◆ **Supplied material**:
______

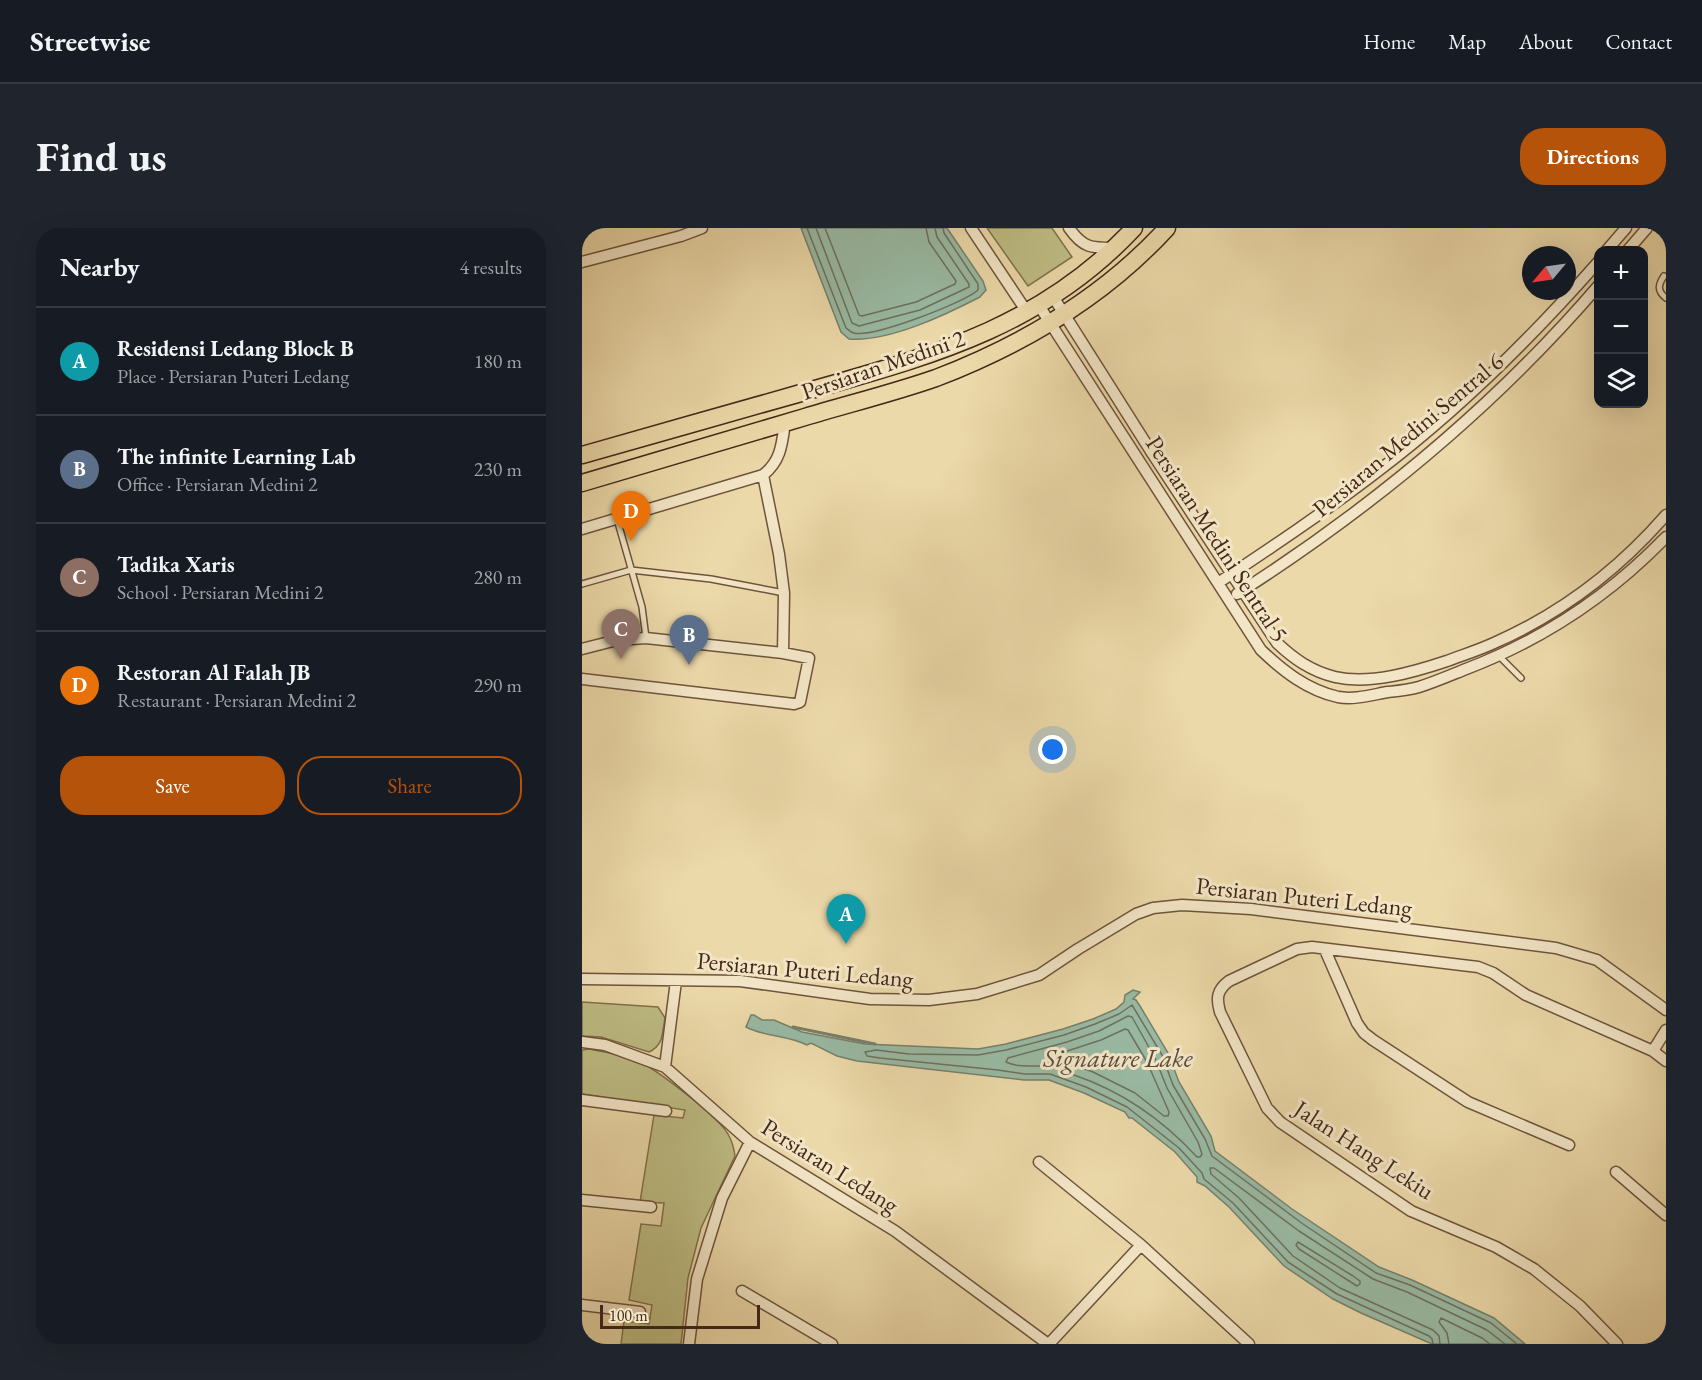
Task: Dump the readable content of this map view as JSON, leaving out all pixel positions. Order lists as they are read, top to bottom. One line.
{"streets":{"main road":["Persiaran Medini 2"],"street":["Persiaran Medini Sentral 6","Persiaran Medini Sentral 5","Persiaran Puteri Ledang","Jalan Hang Lekiu","Persiaran Ledang"]},"crossings":[["Persiaran Medini 2","Persiaran Medini Sentral 5"],["Persiaran Medini Sentral 6","Persiaran Medini Sentral 5"]],"water":["Signature Lake"],"scale_bar":"100 m","north":"bottom left","page":{"header":"Streetwise","nav":["Home","Map","About","Contact"],"buttons":["Directions",["Save","Share"]],"title":"Find us","heading":["Nearby","4 results"],"map_buttons":["+","−"],"list":[{"mark":"A","name":"Residensi Ledang Block B","note":"Place · Persiaran Puteri Ledang","value":"180 m"},{"mark":"B","name":"The infinite Learning Lab","note":"Office · Persiaran Medini 2","value":"230 m"},{"mark":"C","name":"Tadika Xaris","note":"School · Persiaran Medini 2","value":"280 m"},{"mark":"D","name":"Restoran Al Falah JB","note":"Restaurant · Persiaran Medini 2","value":"290 m"}],"pins":["D","C","B","A"],"scale":"100 m"}}
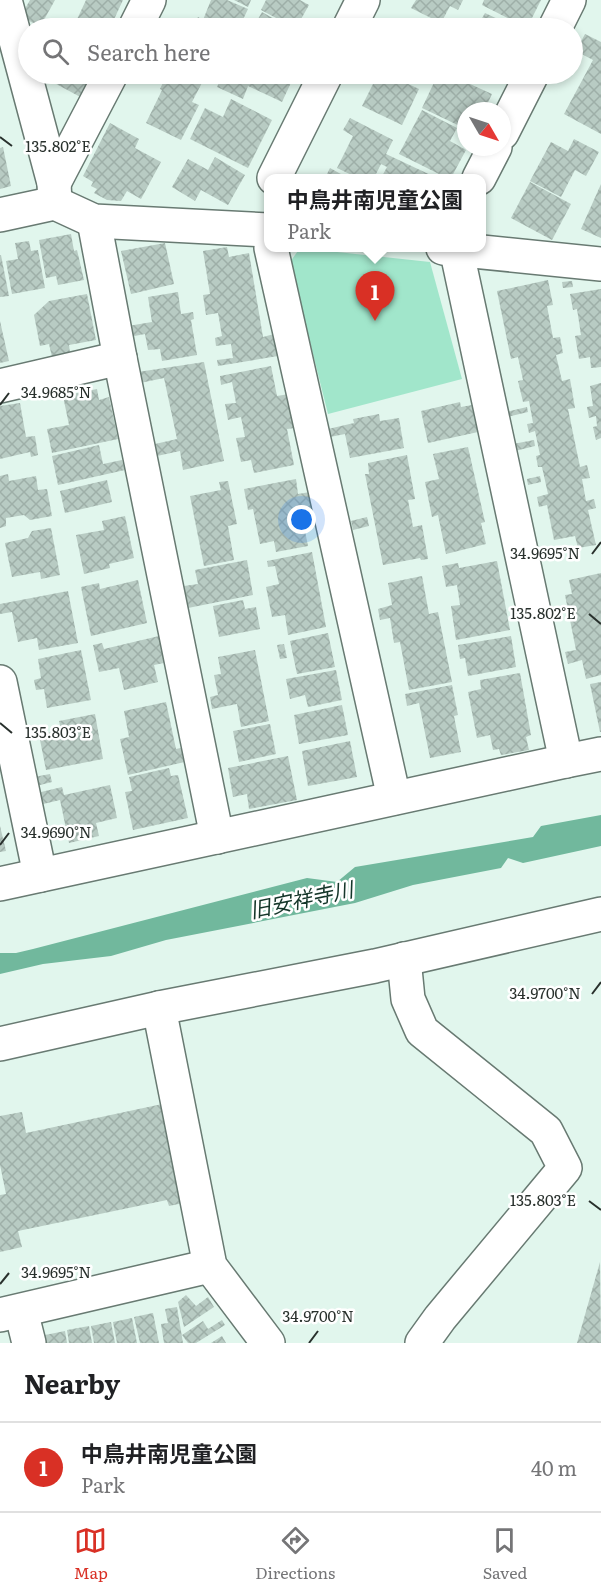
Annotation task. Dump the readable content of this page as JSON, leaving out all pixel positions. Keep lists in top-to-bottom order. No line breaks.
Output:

______

◆ **Action item**:
Each line of the listing is to be retyped exactly, and its pictures are to be dropped.

◆ **Answer to the problem**:
Task: Dump the readable content of this map view as JSON, leaving out all pixel positions. Order lists as they are read, top to bottom. One line.
{"streets":{"main road":["Persiaran Medini 2"],"street":["Persiaran Medini Sentral 6","Persiaran Medini Sentral 5","Persiaran Puteri Ledang","Jalan Hang Lekiu","Persiaran Ledang"]},"crossings":[["Persiaran Medini 2","Persiaran Medini Sentral 5"],["Persiaran Medini Sentral 6","Persiaran Medini Sentral 5"]],"water":["Signature Lake"],"scale_bar":"100 m","north":"bottom left","page":{"header":"Streetwise","nav":["Home","Map","About","Contact"],"buttons":["Directions",["Save","Share"]],"title":"Find us","heading":["Nearby","4 results"],"map_buttons":["+","−"],"list":[{"mark":"A","name":"Residensi Ledang Block B","note":"Place · Persiaran Puteri Ledang","value":"180 m"},{"mark":"B","name":"The infinite Learning Lab","note":"Office · Persiaran Medini 2","value":"230 m"},{"mark":"C","name":"Tadika Xaris","note":"School · Persiaran Medini 2","value":"280 m"},{"mark":"D","name":"Restoran Al Falah JB","note":"Restaurant · Persiaran Medini 2","value":"290 m"}],"pins":["D","C","B","A"],"scale":"100 m"}}
Annotation task. Dump the readable content of this page as JSON, leaving out all pixel positions. Keep lists in top-to-bottom order. No line breaks.
Output:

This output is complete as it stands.